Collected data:

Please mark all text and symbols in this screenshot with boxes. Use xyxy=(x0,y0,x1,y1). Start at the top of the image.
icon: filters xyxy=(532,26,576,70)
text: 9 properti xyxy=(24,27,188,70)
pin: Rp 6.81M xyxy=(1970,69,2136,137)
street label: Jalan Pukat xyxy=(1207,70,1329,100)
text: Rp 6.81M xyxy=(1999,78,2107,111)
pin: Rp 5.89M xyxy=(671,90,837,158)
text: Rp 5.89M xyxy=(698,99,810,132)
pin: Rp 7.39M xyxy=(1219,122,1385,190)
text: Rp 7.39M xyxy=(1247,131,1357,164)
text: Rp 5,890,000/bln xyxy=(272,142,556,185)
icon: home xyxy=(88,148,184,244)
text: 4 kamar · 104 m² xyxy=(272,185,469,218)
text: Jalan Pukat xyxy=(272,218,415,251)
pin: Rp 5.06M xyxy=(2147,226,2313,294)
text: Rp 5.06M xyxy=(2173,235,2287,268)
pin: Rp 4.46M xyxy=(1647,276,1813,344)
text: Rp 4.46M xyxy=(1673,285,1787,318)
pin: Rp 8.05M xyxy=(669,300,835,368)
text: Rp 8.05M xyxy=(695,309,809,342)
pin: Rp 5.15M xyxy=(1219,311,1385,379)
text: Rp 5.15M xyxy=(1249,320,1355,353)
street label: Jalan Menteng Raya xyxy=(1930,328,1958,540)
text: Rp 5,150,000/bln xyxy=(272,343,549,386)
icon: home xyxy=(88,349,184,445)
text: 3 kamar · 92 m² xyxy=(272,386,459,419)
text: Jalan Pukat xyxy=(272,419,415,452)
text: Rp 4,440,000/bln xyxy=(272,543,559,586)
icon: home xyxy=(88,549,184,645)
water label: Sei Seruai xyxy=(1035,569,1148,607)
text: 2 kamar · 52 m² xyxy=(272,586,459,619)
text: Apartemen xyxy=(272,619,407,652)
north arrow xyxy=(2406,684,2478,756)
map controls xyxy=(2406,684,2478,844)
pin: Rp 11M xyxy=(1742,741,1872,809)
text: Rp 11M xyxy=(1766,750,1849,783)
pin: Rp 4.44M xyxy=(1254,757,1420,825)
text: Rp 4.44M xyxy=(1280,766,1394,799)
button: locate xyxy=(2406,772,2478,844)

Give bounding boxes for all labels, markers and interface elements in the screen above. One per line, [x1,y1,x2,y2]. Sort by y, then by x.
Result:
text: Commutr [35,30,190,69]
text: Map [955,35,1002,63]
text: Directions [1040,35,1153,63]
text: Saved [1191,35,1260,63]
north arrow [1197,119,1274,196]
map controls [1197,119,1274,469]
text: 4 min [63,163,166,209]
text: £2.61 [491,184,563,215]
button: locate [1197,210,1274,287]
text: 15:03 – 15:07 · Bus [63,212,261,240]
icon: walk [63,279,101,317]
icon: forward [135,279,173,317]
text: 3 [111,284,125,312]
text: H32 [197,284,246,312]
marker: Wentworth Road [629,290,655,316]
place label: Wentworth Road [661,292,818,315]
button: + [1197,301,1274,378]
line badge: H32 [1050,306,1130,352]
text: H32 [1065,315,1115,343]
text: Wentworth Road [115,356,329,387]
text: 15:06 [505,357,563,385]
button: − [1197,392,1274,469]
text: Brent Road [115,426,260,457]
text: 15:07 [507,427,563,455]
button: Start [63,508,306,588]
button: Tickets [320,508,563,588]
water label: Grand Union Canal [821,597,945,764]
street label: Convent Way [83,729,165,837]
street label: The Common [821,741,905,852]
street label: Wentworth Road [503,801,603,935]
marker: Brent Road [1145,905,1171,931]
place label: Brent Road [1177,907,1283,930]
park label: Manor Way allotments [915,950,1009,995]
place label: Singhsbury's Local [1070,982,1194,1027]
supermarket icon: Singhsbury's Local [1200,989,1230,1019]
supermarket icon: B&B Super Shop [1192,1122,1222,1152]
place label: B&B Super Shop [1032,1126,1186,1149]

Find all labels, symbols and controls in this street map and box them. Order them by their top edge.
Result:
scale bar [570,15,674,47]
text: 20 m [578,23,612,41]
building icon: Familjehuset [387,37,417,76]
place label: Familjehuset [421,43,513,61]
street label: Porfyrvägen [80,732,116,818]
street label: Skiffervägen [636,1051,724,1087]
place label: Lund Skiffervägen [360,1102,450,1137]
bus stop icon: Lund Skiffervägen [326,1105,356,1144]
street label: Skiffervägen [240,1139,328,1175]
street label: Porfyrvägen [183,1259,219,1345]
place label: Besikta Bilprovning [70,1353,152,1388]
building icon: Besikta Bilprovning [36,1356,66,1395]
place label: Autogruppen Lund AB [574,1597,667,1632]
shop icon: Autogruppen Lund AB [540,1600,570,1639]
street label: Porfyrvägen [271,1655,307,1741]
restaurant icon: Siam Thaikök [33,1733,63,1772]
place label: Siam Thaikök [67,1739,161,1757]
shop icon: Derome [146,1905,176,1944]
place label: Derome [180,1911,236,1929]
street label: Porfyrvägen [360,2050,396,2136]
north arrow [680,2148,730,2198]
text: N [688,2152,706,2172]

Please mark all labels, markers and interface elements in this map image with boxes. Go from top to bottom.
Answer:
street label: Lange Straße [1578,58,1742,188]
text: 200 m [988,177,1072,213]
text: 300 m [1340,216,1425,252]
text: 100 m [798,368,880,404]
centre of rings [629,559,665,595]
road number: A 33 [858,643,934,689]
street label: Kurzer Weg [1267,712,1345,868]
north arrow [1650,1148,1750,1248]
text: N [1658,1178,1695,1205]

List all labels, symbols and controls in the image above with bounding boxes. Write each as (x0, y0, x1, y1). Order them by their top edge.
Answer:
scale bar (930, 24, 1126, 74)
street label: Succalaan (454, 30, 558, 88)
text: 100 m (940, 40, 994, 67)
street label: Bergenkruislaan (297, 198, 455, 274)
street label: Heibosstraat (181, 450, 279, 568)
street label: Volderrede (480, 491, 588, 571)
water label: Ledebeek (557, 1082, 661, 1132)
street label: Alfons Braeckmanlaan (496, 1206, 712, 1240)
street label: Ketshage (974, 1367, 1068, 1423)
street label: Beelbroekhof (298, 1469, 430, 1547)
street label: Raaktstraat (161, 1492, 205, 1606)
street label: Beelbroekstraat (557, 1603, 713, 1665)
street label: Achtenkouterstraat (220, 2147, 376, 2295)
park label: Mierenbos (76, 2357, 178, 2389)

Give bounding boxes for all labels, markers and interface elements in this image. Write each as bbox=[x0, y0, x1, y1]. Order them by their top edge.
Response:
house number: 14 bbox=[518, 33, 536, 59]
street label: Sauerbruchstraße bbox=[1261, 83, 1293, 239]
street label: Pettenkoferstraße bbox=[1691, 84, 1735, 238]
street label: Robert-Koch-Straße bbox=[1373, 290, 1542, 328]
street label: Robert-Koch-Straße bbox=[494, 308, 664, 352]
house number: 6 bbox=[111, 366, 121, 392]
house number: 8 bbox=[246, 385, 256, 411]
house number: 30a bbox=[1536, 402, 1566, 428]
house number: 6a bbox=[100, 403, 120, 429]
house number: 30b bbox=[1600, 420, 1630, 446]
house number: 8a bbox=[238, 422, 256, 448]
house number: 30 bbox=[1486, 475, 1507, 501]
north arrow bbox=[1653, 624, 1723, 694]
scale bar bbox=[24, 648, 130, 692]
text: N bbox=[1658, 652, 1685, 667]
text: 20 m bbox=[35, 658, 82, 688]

ABOUT THIS EXERCISE: Give back every entry exactly.

SOLUTION FOR THIS EXERCISE:
Please mark all text and symbols in this screenshot with boxes. Use xyxy=(x0,y0,x1,y1). Start at the top of the image.
icon: filters xyxy=(532,26,576,70)
text: 9 properti xyxy=(24,27,188,70)
pin: Rp 6.81M xyxy=(1970,69,2136,137)
street label: Jalan Pukat xyxy=(1207,70,1329,100)
text: Rp 6.81M xyxy=(1999,78,2107,111)
pin: Rp 5.89M xyxy=(671,90,837,158)
text: Rp 5.89M xyxy=(698,99,810,132)
pin: Rp 7.39M xyxy=(1219,122,1385,190)
text: Rp 7.39M xyxy=(1247,131,1357,164)
text: Rp 5,890,000/bln xyxy=(272,142,556,185)
icon: home xyxy=(88,148,184,244)
text: 4 kamar · 104 m² xyxy=(272,185,469,218)
text: Jalan Pukat xyxy=(272,218,415,251)
pin: Rp 5.06M xyxy=(2147,226,2313,294)
text: Rp 5.06M xyxy=(2173,235,2287,268)
pin: Rp 4.46M xyxy=(1647,276,1813,344)
text: Rp 4.46M xyxy=(1673,285,1787,318)
pin: Rp 8.05M xyxy=(669,300,835,368)
text: Rp 8.05M xyxy=(695,309,809,342)
pin: Rp 5.15M xyxy=(1219,311,1385,379)
text: Rp 5.15M xyxy=(1249,320,1355,353)
street label: Jalan Menteng Raya xyxy=(1930,328,1958,540)
text: Rp 5,150,000/bln xyxy=(272,343,549,386)
icon: home xyxy=(88,349,184,445)
text: 3 kamar · 92 m² xyxy=(272,386,459,419)
text: Jalan Pukat xyxy=(272,419,415,452)
text: Rp 4,440,000/bln xyxy=(272,543,559,586)
icon: home xyxy=(88,549,184,645)
water label: Sei Seruai xyxy=(1035,569,1148,607)
text: 2 kamar · 52 m² xyxy=(272,586,459,619)
text: Apartemen xyxy=(272,619,407,652)
north arrow xyxy=(2406,684,2478,756)
map controls xyxy=(2406,684,2478,844)
pin: Rp 11M xyxy=(1742,741,1872,809)
text: Rp 11M xyxy=(1766,750,1849,783)
pin: Rp 4.44M xyxy=(1254,757,1420,825)
text: Rp 4.44M xyxy=(1280,766,1394,799)
button: locate xyxy=(2406,772,2478,844)

Give bounding boxes for all labels, markers and interface elements in the screen above. One per line, [x1,y1,x2,y2]. Sort by y, then by x.
Result:
text: Commutr [35,30,190,69]
text: Map [955,35,1002,63]
text: Directions [1040,35,1153,63]
text: Saved [1191,35,1260,63]
north arrow [1197,119,1274,196]
map controls [1197,119,1274,469]
text: 4 min [63,163,166,209]
text: £2.61 [491,184,563,215]
button: locate [1197,210,1274,287]
text: 15:03 – 15:07 · Bus [63,212,261,240]
icon: walk [63,279,101,317]
icon: forward [135,279,173,317]
text: 3 [111,284,125,312]
text: H32 [197,284,246,312]
marker: Wentworth Road [629,290,655,316]
place label: Wentworth Road [661,292,818,315]
button: + [1197,301,1274,378]
line badge: H32 [1050,306,1130,352]
text: H32 [1065,315,1115,343]
text: Wentworth Road [115,356,329,387]
text: 15:06 [505,357,563,385]
button: − [1197,392,1274,469]
text: Brent Road [115,426,260,457]
text: 15:07 [507,427,563,455]
button: Start [63,508,306,588]
button: Tickets [320,508,563,588]
water label: Grand Union Canal [821,597,945,764]
street label: Convent Way [83,729,165,837]
street label: The Common [821,741,905,852]
street label: Wentworth Road [503,801,603,935]
marker: Brent Road [1145,905,1171,931]
place label: Brent Road [1177,907,1283,930]
park label: Manor Way allotments [915,950,1009,995]
place label: Singhsbury's Local [1070,982,1194,1027]
supermarket icon: Singhsbury's Local [1200,989,1230,1019]
supermarket icon: B&B Super Shop [1192,1122,1222,1152]
place label: B&B Super Shop [1032,1126,1186,1149]

Find all labels, symbols and controls in this street map and box them. Order them by their top edge.
Result:
scale bar [570,15,674,47]
text: 20 m [578,23,612,41]
building icon: Familjehuset [387,37,417,76]
place label: Familjehuset [421,43,513,61]
street label: Porfyrvägen [80,732,116,818]
street label: Skiffervägen [636,1051,724,1087]
place label: Lund Skiffervägen [360,1102,450,1137]
bus stop icon: Lund Skiffervägen [326,1105,356,1144]
street label: Skiffervägen [240,1139,328,1175]
street label: Porfyrvägen [183,1259,219,1345]
place label: Besikta Bilprovning [70,1353,152,1388]
building icon: Besikta Bilprovning [36,1356,66,1395]
place label: Autogruppen Lund AB [574,1597,667,1632]
shop icon: Autogruppen Lund AB [540,1600,570,1639]
street label: Porfyrvägen [271,1655,307,1741]
restaurant icon: Siam Thaikök [33,1733,63,1772]
place label: Siam Thaikök [67,1739,161,1757]
shop icon: Derome [146,1905,176,1944]
place label: Derome [180,1911,236,1929]
street label: Porfyrvägen [360,2050,396,2136]
north arrow [680,2148,730,2198]
text: N [688,2152,706,2172]

Please mark all labels, markers and interface elements in this map image with boxes. Go from top to bottom.
Answer:
street label: Lange Straße [1578,58,1742,188]
text: 200 m [988,177,1072,213]
text: 300 m [1340,216,1425,252]
text: 100 m [798,368,880,404]
centre of rings [629,559,665,595]
road number: A 33 [858,643,934,689]
street label: Kurzer Weg [1267,712,1345,868]
north arrow [1650,1148,1750,1248]
text: N [1658,1178,1695,1205]

List all labels, symbols and controls in the image above with bounding boxes. Write each as (x0, y0, x1, y1). Order them by their top edge.
Answer:
scale bar (930, 24, 1126, 74)
street label: Succalaan (454, 30, 558, 88)
text: 100 m (940, 40, 994, 67)
street label: Bergenkruislaan (297, 198, 455, 274)
street label: Heibosstraat (181, 450, 279, 568)
street label: Volderrede (480, 491, 588, 571)
water label: Ledebeek (557, 1082, 661, 1132)
street label: Alfons Braeckmanlaan (496, 1206, 712, 1240)
street label: Ketshage (974, 1367, 1068, 1423)
street label: Beelbroekhof (298, 1469, 430, 1547)
street label: Raaktstraat (161, 1492, 205, 1606)
street label: Beelbroekstraat (557, 1603, 713, 1665)
street label: Achtenkouterstraat (220, 2147, 376, 2295)
park label: Mierenbos (76, 2357, 178, 2389)

Give bounding boxes for all labels, markers and interface elements in this image. Write each as bbox=[x0, y0, x1, y1]. Order them by their top edge.
Response:
house number: 14 bbox=[518, 33, 536, 59]
street label: Sauerbruchstraße bbox=[1261, 83, 1293, 239]
street label: Pettenkoferstraße bbox=[1691, 84, 1735, 238]
street label: Robert-Koch-Straße bbox=[1373, 290, 1542, 328]
street label: Robert-Koch-Straße bbox=[494, 308, 664, 352]
house number: 6 bbox=[111, 366, 121, 392]
house number: 8 bbox=[246, 385, 256, 411]
house number: 30a bbox=[1536, 402, 1566, 428]
house number: 6a bbox=[100, 403, 120, 429]
house number: 30b bbox=[1600, 420, 1630, 446]
house number: 8a bbox=[238, 422, 256, 448]
house number: 30 bbox=[1486, 475, 1507, 501]
north arrow bbox=[1653, 624, 1723, 694]
scale bar bbox=[24, 648, 130, 692]
text: N bbox=[1658, 652, 1685, 667]
text: 20 m bbox=[35, 658, 82, 688]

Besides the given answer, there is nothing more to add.